Nvidia releases Blackwell architecture GPU: B200 and GB200

At the GTC 2024 conference held at the San Jose Convention Center in California, NVIDIA’s founder and CEO, Jensen Huang, introduced the Blackwell architecture GPU, including the B200 GPU designed to replace the H100/H200, as well as the GB200 that pairs with the Grace CPU.

The B200 is manufactured using TSMC’s improved 4NP custom process and integrates two independently manufactured dies, boasting a total of 208 billion transistors. It utilizes the new NVLink 5.0 technology to connect the two chips. The GPU comprises 160 Streaming Multiprocessors (SMs), corresponding to 20,480 cores, paired with 192GB of HBM3E memory, delivering up to 8TB/s of bandwidth and a power consumption of 700W. A single B200 GPU provides 20 petaflops of AI performance, approximately five times that of the H100’s 4 petaflops. Thanks to the second-generation Transformer engine, models can be automatically converted to the optimal format for peak performance. Moreover, the Blackwell architecture GPU supports the new FP6 format, a solution that bridges the gap between FP4 and FP8.
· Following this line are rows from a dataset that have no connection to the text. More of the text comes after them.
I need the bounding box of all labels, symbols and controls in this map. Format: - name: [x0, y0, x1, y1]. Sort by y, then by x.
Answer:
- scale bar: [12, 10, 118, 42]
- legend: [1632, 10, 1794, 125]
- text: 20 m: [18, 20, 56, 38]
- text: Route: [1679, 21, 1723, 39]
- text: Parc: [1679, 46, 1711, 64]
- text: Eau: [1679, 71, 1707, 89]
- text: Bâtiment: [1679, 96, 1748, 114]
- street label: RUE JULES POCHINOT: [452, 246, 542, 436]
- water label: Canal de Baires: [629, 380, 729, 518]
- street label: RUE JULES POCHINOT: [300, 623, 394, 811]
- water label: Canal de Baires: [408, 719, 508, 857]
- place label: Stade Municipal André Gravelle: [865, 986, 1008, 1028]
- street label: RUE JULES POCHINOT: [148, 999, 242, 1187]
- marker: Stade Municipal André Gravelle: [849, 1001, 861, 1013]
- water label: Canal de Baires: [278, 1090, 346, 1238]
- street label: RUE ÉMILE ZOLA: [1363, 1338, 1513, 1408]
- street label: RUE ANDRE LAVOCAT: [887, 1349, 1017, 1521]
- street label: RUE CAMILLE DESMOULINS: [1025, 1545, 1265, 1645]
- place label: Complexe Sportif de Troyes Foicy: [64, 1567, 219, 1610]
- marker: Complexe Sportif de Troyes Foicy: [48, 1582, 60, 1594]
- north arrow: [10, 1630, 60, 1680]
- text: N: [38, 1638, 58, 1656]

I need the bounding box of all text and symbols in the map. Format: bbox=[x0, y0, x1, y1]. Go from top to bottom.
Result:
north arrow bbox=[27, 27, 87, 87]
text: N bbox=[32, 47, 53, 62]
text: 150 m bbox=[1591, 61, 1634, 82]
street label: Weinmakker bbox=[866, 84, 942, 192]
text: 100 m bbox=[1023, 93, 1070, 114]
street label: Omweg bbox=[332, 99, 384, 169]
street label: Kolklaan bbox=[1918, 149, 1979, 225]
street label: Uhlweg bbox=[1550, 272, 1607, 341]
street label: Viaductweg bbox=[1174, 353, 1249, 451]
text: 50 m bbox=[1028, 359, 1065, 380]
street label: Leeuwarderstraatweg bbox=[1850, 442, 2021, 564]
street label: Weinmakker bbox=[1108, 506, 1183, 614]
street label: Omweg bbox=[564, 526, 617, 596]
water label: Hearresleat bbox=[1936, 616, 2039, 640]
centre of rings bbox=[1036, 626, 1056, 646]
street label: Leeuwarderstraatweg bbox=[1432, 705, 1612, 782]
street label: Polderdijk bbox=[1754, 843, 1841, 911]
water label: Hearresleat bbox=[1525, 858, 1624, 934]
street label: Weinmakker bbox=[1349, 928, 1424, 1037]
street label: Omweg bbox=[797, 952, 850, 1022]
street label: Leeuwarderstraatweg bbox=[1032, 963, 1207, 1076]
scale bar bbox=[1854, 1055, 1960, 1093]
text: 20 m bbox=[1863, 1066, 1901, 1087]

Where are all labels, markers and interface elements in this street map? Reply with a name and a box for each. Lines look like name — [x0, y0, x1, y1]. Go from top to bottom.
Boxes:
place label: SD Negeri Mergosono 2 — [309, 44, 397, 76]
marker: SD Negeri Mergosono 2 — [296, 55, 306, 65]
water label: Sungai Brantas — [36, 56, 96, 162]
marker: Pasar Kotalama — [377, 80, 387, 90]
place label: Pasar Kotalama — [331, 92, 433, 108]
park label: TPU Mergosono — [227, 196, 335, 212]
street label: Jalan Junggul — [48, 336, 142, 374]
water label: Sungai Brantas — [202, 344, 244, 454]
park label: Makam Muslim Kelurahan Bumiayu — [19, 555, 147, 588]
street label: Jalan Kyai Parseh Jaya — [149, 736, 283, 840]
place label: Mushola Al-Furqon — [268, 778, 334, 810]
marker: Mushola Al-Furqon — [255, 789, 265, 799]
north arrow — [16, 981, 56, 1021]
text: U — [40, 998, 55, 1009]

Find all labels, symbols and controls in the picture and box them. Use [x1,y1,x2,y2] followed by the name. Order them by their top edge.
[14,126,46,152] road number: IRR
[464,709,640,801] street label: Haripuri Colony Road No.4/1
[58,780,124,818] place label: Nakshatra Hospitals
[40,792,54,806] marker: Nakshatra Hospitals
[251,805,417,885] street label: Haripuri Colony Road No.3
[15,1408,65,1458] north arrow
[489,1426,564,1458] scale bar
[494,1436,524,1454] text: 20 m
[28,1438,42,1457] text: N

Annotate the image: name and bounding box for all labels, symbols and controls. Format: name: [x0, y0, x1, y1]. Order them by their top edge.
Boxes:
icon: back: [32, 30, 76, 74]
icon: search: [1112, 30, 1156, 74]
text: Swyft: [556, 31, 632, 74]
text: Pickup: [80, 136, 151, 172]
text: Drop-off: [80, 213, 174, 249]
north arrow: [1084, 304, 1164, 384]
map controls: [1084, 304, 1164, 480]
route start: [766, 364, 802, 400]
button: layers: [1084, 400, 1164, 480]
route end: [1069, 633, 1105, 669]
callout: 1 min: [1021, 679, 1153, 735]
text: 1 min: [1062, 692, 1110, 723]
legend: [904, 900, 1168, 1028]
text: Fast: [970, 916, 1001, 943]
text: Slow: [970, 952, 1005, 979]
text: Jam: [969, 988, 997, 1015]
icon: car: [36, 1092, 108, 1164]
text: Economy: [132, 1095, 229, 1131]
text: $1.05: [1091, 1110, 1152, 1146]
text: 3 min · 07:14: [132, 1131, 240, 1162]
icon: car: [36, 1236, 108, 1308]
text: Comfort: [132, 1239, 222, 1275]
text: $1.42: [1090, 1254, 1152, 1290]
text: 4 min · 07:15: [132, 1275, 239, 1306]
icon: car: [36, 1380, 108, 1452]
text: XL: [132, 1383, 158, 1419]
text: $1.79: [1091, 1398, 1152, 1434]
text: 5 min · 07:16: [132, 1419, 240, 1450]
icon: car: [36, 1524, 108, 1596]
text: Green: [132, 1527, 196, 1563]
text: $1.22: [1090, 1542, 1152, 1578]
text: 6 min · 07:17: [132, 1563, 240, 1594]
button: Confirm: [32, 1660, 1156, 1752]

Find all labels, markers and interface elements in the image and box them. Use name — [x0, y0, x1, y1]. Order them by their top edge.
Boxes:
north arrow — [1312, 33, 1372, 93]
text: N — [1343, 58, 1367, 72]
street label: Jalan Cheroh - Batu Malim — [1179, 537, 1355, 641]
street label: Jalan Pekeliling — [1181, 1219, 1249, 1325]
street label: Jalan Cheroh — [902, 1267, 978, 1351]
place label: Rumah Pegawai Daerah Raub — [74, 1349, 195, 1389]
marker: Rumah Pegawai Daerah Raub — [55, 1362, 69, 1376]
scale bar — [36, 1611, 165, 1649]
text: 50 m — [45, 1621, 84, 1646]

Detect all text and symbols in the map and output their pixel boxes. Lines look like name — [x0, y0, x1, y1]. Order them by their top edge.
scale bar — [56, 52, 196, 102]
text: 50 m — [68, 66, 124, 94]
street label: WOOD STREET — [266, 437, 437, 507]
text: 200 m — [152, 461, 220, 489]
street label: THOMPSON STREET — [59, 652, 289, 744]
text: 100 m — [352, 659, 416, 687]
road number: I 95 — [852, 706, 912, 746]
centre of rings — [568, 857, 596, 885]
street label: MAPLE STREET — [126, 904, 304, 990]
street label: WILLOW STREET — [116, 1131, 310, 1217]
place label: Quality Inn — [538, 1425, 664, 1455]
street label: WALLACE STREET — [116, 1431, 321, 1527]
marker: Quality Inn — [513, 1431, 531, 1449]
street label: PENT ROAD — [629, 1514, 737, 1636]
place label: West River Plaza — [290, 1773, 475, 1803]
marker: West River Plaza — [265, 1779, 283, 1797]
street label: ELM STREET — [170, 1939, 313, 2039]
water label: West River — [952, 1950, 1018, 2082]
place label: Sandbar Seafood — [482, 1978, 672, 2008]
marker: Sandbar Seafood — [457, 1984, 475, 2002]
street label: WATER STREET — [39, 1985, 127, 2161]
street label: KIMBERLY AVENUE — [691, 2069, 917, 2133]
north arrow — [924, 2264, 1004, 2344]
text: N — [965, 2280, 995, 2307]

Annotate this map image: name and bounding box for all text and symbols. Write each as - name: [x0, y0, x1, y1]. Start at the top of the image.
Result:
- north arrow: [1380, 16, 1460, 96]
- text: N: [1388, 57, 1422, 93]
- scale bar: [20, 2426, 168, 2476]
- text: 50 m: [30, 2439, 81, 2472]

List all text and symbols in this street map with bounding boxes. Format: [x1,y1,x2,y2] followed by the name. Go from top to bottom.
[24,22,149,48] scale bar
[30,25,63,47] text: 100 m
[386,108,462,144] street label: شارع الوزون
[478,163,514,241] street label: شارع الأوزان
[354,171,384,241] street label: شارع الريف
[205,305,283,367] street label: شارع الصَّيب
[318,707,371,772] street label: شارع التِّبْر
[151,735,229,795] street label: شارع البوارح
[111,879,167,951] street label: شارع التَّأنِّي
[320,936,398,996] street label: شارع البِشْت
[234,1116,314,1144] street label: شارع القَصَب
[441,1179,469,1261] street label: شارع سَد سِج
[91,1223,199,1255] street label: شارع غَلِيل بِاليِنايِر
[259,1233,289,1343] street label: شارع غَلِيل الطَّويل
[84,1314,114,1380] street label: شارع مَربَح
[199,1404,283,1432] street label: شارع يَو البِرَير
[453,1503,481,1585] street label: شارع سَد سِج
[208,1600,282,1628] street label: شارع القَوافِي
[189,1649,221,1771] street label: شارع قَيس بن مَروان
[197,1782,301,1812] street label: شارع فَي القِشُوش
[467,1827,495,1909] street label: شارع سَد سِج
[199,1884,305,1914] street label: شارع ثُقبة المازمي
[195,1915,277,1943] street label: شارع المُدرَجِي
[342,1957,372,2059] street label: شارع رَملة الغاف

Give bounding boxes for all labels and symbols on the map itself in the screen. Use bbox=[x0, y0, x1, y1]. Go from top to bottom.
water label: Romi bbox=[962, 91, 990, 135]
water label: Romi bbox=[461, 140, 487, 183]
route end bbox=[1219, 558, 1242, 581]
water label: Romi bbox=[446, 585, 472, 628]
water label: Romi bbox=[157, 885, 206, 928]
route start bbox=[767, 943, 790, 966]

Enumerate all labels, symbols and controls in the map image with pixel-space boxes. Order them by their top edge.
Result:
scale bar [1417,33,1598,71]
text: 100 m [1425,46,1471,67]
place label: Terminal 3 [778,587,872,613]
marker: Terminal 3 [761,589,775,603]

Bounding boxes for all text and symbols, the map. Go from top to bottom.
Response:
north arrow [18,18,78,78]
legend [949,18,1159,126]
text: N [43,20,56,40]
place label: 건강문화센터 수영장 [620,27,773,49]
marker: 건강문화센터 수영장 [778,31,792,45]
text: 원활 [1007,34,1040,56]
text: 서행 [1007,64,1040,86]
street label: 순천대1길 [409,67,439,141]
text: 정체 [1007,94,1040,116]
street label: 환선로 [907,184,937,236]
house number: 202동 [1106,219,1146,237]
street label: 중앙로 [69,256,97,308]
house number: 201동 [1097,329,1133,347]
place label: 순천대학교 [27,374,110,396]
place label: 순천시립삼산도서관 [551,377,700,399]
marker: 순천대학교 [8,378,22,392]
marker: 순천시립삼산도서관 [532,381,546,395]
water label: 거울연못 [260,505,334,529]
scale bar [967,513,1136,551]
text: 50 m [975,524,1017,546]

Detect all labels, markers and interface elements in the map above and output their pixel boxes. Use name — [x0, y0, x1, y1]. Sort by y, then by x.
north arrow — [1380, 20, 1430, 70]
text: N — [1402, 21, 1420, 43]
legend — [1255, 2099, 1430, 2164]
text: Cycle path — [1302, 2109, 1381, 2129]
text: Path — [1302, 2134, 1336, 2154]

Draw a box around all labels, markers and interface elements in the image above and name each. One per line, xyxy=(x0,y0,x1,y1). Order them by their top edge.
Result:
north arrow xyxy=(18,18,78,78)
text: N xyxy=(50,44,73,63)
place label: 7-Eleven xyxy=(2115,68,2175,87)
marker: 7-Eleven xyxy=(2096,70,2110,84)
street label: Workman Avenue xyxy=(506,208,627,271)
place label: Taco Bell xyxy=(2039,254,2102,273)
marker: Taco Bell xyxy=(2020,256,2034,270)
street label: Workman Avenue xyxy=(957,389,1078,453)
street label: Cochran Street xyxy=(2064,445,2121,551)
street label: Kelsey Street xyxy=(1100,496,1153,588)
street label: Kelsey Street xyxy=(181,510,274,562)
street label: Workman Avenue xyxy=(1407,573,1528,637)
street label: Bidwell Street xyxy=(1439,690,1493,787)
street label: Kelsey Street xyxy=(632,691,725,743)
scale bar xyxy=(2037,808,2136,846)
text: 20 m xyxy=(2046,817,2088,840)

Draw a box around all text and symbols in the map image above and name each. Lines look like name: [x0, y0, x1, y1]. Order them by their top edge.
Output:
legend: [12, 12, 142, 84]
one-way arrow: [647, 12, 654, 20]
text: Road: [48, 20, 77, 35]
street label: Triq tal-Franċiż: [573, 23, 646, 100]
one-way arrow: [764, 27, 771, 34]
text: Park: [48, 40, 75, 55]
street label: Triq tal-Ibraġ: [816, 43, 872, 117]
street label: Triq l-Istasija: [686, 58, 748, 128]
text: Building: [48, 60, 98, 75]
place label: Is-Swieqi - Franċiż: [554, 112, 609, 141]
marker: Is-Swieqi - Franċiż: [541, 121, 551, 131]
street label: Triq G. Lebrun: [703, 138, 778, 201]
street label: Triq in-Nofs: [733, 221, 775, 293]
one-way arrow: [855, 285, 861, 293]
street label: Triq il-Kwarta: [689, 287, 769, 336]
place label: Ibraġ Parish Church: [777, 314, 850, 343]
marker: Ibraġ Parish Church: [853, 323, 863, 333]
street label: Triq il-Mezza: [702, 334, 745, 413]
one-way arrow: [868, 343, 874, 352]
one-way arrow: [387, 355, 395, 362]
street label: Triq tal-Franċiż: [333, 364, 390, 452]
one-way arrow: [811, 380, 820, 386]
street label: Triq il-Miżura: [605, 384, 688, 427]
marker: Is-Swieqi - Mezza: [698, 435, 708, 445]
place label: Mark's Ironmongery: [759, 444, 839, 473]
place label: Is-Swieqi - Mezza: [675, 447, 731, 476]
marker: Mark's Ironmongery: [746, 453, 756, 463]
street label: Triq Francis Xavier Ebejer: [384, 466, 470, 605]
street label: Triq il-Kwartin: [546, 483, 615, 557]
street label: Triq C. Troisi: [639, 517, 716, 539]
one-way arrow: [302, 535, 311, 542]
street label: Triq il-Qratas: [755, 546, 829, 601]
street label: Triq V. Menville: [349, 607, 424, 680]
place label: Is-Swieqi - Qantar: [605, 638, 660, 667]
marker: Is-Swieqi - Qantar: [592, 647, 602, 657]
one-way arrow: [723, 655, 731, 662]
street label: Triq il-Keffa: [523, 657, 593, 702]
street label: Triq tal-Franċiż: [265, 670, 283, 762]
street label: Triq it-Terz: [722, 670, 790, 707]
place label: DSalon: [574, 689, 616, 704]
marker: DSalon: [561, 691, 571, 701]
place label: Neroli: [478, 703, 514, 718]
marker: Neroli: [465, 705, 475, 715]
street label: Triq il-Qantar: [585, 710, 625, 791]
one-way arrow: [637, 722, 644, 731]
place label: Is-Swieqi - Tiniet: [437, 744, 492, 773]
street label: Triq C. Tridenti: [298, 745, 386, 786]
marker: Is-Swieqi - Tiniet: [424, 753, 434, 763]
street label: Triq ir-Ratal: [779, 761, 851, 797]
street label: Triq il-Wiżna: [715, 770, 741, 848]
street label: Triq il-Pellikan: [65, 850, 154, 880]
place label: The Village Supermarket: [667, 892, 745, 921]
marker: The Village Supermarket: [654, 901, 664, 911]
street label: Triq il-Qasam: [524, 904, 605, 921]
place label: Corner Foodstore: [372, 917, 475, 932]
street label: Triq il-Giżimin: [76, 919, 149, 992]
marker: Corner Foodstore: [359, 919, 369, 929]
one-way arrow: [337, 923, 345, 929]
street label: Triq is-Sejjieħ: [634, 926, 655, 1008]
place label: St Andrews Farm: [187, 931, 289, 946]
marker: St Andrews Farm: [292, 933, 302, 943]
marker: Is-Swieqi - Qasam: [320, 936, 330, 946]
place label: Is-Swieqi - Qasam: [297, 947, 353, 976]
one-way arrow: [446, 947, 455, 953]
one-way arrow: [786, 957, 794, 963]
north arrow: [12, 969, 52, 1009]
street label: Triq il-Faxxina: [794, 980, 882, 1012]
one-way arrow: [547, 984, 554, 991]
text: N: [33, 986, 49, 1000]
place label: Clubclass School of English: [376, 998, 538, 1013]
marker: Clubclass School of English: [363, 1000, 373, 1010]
Details about TSMC’s 4NP process remain unspecified, but it’s unlikely to offer a significant improvement in density. The H100 was already a complete mask set, with a chip size of 814mm2, while the theoretical maximum is 858mm2. Therefore, the B200 utilizes two full mask set manufactured chips, each corresponding to four HBM3E stacks with a 1024-bit interface, 24GB capacity, and 1TB/s bandwidth. In comparison, each H100 chip corresponds to six HBM3 interfaces, meaning the B200 can allocate less chip area to memory controllers, thus dedicating more transistors to computing units. The space required for the NV-HBI interface that interconnects the two chips also occupies some area.

NVIDIA’s Superchip is designed as the quintessential platform for Artificial Intelligence (AI) and High-Performance Computing (HPC) workloads, introducing the GB200 Grace Blackwell Superchip, which combines Blackwell architecture GPUs with a Grace CPU. Equipped with two B200 GPUs and a Grace CPU, featuring 72 cores of the Arm Neoverse V2, it can be configured up to a 2700W TDP. The new platform offers 40 PetaFlops of computational performance (INT8) and boasts a vast 864GB memory pool, with HBM3E providing 16TB/s of memory bandwidth and the chips interconnected via NVLink at 3.6TB/s bandwidth.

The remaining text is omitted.